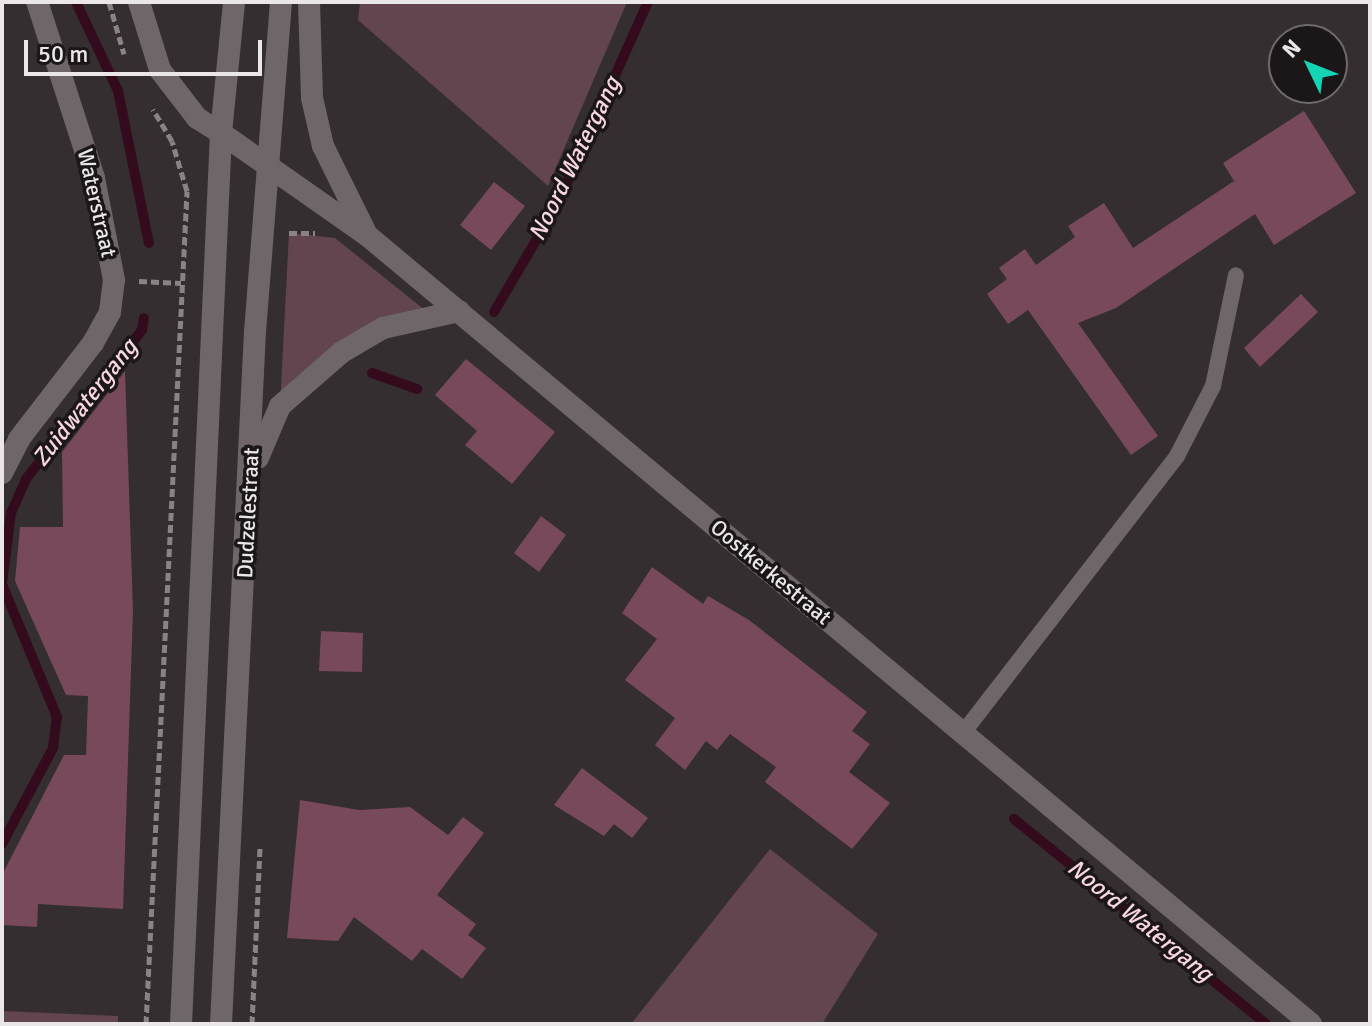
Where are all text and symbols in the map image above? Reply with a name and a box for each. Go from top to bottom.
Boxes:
scale bar [28,24,266,74]
north arrow [1268,24,1348,104]
text: N [1276,34,1307,63]
text: 50 m [38,39,88,69]
water label: Noord Watergang [523,72,627,246]
street label: Waterstraat [72,146,122,260]
water label: Zuidwatergang [26,334,144,472]
street label: Dudzelestraat [231,447,265,579]
street label: Oostkerkestraat [705,514,837,630]
water label: Noord Watergang [1061,854,1219,988]

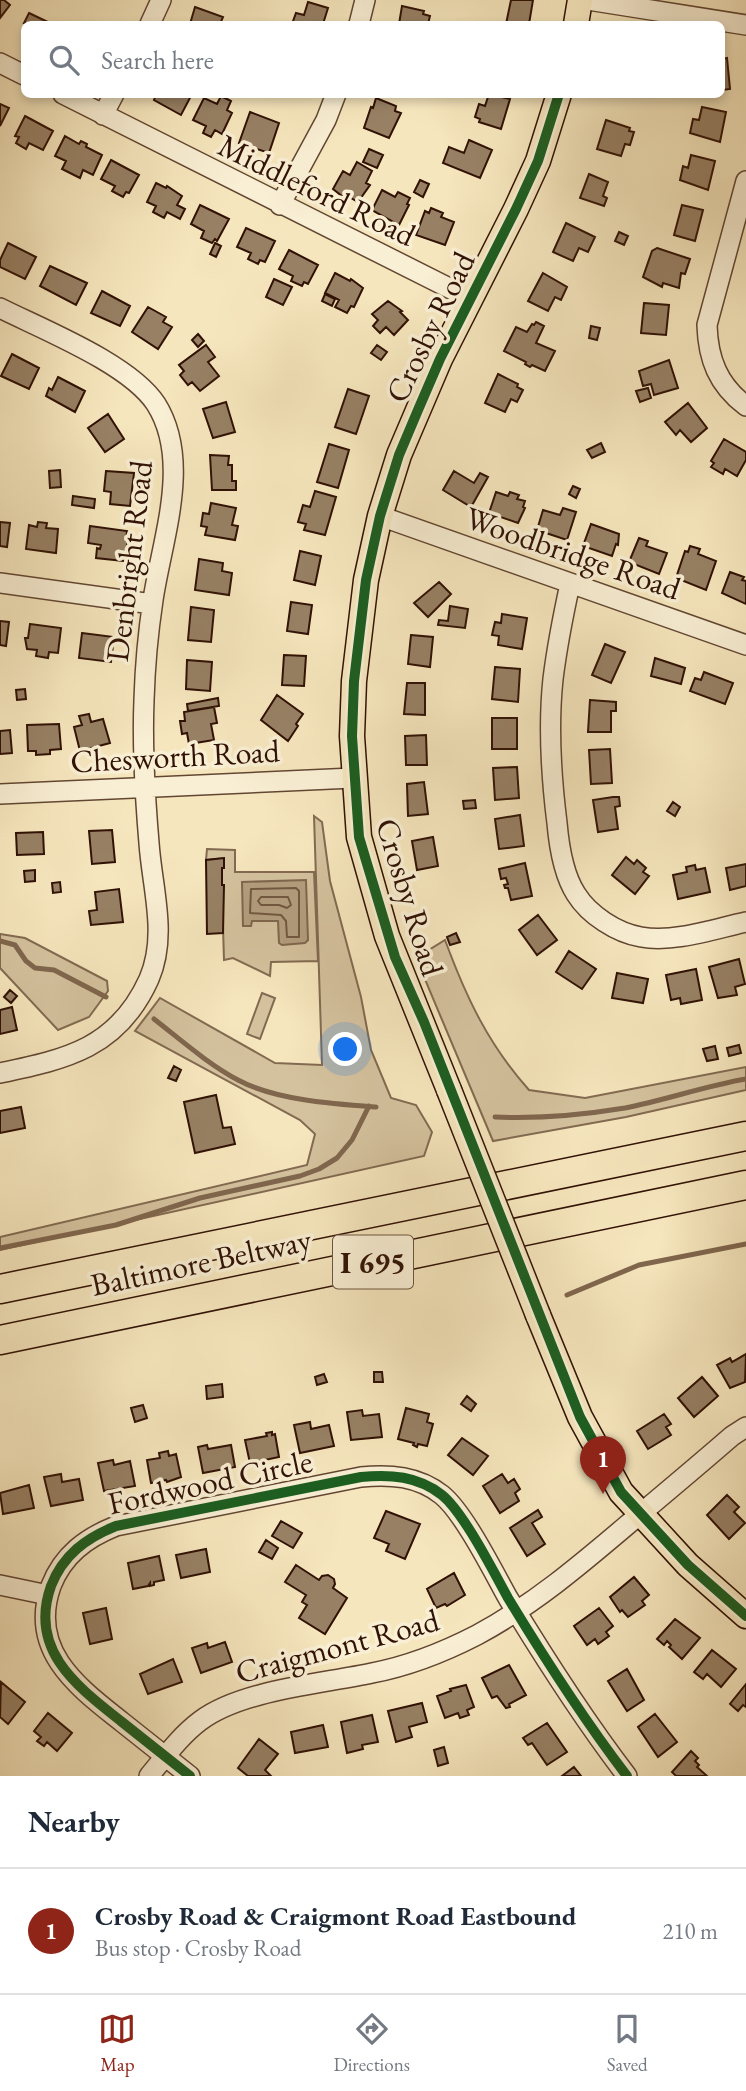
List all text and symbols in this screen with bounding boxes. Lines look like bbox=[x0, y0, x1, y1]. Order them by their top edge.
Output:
search box bbox=[21, 21, 725, 98]
icon: search bbox=[45, 41, 83, 79]
text: Search here bbox=[101, 43, 214, 77]
street label: Middleford Road bbox=[211, 124, 423, 256]
street label: Crosby Road bbox=[375, 244, 485, 409]
street label: Denbright Road bbox=[96, 457, 162, 664]
street label: Woodbridge Road bbox=[460, 497, 687, 610]
street label: Chesworth Road bbox=[69, 730, 282, 782]
street label: Crosby Road bbox=[366, 813, 454, 982]
your location bbox=[328, 1032, 362, 1066]
street label: Baltimore Beltway bbox=[87, 1218, 316, 1306]
road number: I 695 bbox=[333, 1236, 413, 1288]
pin: 1 bbox=[580, 1436, 626, 1494]
street label: Fordwood Circle bbox=[104, 1440, 316, 1524]
street label: Craigmont Road bbox=[231, 1598, 444, 1693]
text: Nearby bbox=[28, 1802, 120, 1841]
text: Crosby Road & Craigmont Road Eastbound bbox=[95, 1899, 576, 1933]
text: 1 bbox=[45, 1916, 57, 1946]
text: 210 m bbox=[662, 1916, 718, 1946]
text: Bus stop · Crosby Road bbox=[95, 1933, 301, 1963]
tab: Map bbox=[98, 2010, 136, 2077]
tab: Directions bbox=[333, 2010, 410, 2077]
tab: Saved bbox=[607, 2010, 648, 2077]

************

◆ **Task to carry out**:
The line with "List all text" ends the range, and the first line of the data begins it; repeat exactly those lines and nothing more, omitting pictures.

◆ **Reply to the exercise**:
Where are all text and symbols in the map image above? Reply with a name and a box for each. Go from top to bottom.
Boxes:
scale bar [28,24,266,74]
north arrow [1268,24,1348,104]
text: N [1276,34,1307,63]
text: 50 m [38,39,88,69]
water label: Noord Watergang [523,72,627,246]
street label: Waterstraat [72,146,122,260]
water label: Zuidwatergang [26,334,144,472]
street label: Dudzelestraat [231,447,265,579]
street label: Oostkerkestraat [705,514,837,630]
water label: Noord Watergang [1061,854,1219,988]

List all text and symbols in this screen with bounding boxes. Lines look like bbox=[x0, y0, x1, y1]. Order them by their top edge.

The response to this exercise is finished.